== ACTIVITY ==
Could you copy out every line of the data where the word "scale" occurs?

══ EXTRACTED RECORDS ══

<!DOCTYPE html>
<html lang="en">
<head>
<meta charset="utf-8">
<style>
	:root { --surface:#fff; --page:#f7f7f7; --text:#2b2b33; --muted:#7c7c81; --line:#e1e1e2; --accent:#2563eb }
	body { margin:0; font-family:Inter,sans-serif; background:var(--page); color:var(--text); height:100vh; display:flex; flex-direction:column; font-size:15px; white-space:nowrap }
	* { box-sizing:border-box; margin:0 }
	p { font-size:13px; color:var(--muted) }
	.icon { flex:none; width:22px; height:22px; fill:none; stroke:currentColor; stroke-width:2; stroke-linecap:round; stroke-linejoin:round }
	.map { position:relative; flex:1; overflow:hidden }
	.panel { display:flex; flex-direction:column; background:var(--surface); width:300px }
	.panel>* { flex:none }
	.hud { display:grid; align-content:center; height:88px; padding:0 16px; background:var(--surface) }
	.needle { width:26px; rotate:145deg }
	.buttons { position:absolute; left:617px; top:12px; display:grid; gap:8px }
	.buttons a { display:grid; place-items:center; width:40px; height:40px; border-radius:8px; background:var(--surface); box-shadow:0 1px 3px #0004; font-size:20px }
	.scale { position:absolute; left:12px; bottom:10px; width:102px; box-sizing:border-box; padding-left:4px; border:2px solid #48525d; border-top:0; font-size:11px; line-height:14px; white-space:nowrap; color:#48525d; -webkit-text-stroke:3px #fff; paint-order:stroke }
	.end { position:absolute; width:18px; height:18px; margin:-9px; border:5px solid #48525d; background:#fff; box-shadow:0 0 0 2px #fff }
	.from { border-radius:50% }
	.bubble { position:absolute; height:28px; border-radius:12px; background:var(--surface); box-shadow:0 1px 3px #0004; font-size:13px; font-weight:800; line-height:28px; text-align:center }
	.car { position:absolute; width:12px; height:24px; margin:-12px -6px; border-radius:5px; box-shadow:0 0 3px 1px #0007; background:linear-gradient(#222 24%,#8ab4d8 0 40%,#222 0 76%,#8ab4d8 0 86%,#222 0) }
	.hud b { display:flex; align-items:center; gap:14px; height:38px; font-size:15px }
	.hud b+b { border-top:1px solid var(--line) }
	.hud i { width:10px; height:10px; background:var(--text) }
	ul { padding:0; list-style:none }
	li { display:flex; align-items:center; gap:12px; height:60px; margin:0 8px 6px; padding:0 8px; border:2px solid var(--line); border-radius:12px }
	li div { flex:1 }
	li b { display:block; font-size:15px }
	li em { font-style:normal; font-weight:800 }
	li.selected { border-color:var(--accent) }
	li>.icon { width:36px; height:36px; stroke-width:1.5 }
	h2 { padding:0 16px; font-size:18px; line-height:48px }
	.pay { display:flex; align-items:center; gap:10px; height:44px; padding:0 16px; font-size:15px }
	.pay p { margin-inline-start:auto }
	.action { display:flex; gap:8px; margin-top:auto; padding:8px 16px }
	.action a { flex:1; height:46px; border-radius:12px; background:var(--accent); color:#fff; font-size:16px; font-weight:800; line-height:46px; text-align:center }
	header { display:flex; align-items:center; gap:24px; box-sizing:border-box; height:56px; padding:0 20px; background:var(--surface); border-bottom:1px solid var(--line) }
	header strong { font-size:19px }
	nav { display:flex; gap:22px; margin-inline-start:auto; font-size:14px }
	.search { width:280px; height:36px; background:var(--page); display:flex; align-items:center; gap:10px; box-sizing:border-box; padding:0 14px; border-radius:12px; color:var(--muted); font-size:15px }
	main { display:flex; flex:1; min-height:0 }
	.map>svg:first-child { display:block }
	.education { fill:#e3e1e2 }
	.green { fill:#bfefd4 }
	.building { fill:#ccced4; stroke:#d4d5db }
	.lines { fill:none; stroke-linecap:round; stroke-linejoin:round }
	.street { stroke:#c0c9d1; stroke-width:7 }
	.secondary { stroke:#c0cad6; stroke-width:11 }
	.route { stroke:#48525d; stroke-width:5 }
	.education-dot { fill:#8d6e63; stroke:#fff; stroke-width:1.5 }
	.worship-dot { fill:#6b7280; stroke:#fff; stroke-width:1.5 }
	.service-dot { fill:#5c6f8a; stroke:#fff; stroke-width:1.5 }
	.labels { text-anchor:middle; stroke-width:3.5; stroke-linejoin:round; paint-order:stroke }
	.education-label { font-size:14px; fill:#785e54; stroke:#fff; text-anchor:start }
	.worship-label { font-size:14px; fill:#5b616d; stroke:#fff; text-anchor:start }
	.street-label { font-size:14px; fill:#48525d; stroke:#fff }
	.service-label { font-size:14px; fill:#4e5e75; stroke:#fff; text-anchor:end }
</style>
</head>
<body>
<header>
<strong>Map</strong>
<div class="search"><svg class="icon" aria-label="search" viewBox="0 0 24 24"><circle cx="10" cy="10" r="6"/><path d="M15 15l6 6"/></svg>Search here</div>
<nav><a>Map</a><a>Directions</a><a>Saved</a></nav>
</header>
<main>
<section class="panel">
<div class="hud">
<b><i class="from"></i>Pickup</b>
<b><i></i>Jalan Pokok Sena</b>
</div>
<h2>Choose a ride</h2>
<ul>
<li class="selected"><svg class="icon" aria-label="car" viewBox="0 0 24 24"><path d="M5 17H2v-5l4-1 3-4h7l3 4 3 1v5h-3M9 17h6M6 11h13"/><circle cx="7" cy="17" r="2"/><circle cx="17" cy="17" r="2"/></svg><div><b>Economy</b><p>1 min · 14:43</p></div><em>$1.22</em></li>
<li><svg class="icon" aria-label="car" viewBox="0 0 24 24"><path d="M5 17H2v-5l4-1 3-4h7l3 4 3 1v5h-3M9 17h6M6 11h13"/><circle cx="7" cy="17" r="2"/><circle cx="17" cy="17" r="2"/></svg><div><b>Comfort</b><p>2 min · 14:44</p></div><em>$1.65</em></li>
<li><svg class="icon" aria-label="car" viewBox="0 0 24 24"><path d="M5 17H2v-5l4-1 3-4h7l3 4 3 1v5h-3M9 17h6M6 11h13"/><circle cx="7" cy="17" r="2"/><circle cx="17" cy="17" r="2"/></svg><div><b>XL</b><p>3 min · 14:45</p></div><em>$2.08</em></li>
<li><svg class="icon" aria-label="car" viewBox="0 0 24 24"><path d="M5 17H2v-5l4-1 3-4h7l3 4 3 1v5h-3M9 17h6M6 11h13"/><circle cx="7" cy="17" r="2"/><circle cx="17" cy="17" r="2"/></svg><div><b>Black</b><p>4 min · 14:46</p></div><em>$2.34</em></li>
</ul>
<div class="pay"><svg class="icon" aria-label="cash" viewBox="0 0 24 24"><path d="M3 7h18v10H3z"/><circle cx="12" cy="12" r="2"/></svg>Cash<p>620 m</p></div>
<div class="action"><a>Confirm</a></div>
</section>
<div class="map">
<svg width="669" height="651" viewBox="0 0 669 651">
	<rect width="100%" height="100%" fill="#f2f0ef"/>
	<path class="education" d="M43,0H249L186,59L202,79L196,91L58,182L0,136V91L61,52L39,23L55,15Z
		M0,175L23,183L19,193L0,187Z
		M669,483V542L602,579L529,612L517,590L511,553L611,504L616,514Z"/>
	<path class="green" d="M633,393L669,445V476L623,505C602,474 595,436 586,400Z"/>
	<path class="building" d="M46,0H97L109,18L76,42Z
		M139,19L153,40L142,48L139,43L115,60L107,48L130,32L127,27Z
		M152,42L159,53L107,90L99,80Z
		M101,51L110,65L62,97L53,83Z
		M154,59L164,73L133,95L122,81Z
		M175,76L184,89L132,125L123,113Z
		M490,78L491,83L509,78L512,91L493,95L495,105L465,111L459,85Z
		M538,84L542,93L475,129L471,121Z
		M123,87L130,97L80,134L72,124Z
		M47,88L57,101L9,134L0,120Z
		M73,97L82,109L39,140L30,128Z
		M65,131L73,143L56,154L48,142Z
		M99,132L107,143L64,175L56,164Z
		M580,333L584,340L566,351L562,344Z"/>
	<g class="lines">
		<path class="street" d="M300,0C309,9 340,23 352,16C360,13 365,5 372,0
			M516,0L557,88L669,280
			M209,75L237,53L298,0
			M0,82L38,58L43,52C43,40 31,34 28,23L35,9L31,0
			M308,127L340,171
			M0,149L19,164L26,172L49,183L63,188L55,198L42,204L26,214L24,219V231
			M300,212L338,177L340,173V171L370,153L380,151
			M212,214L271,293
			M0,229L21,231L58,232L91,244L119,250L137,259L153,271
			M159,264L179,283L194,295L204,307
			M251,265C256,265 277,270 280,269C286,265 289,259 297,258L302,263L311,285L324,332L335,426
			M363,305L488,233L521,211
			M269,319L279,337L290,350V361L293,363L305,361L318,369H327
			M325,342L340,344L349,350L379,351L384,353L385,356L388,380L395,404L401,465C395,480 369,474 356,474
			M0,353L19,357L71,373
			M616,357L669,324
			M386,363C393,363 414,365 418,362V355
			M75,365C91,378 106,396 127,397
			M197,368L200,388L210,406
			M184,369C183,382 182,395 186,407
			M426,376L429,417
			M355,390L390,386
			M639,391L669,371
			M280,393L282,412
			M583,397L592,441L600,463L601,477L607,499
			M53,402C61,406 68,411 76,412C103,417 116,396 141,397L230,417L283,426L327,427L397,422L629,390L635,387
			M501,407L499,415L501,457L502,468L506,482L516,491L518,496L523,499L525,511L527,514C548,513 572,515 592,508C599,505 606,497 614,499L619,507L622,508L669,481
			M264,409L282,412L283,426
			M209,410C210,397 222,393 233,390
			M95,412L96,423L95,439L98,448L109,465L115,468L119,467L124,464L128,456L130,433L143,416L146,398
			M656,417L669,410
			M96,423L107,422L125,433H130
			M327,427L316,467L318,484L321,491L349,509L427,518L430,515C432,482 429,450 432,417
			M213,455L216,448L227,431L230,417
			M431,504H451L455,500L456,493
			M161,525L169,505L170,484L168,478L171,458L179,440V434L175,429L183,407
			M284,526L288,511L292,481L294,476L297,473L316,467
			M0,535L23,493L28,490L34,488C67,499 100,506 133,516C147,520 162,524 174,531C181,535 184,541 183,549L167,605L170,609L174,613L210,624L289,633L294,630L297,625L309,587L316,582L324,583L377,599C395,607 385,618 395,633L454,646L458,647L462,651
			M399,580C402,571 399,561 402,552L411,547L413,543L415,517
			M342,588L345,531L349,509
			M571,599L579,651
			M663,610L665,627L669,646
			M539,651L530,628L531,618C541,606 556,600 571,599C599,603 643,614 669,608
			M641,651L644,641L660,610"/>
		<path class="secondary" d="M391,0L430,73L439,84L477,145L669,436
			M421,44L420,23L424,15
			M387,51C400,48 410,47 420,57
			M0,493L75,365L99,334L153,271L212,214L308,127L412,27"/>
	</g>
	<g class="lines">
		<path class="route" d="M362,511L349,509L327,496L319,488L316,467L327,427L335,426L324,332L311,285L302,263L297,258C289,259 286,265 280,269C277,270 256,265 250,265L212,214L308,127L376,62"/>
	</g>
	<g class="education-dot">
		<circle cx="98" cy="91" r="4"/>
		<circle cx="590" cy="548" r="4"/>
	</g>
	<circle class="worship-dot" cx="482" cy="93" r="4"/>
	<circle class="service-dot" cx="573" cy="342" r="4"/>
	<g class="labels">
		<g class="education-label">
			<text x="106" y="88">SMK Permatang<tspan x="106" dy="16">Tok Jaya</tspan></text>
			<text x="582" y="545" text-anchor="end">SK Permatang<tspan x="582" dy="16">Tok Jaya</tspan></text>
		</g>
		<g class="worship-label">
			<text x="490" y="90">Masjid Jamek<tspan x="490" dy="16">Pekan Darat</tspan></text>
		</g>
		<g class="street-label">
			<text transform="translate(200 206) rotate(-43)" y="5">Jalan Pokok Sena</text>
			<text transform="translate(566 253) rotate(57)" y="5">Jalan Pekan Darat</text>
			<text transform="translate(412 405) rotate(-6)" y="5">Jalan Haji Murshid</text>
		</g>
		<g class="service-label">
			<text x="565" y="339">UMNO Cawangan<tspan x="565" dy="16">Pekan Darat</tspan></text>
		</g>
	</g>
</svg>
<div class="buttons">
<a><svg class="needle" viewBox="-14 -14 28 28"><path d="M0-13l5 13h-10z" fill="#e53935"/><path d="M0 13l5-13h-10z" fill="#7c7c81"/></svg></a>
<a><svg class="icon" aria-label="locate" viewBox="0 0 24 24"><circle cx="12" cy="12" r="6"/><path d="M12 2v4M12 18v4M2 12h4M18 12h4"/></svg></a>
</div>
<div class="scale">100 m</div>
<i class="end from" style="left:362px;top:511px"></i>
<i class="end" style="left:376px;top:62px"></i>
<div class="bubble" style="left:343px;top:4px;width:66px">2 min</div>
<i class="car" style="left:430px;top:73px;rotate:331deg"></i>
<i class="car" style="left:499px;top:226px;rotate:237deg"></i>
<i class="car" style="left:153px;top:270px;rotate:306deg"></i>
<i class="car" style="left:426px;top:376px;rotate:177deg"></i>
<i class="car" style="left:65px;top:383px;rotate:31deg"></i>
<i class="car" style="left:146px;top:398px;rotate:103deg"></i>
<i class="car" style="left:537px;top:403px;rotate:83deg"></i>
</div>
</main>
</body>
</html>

═══

== ANSWER BOX ==
	.scale { position:absolute; left:12px; bottom:10px; width:102px; box-sizing:border-box; padding-left:4px; border:2px solid #48525d; border-top:0; font-size:11px; line-height:14px; white-space:nowrap; color:#48525d; -webkit-text-stroke:3px #fff; paint-order:stroke }
<div class="scale">100 m</div>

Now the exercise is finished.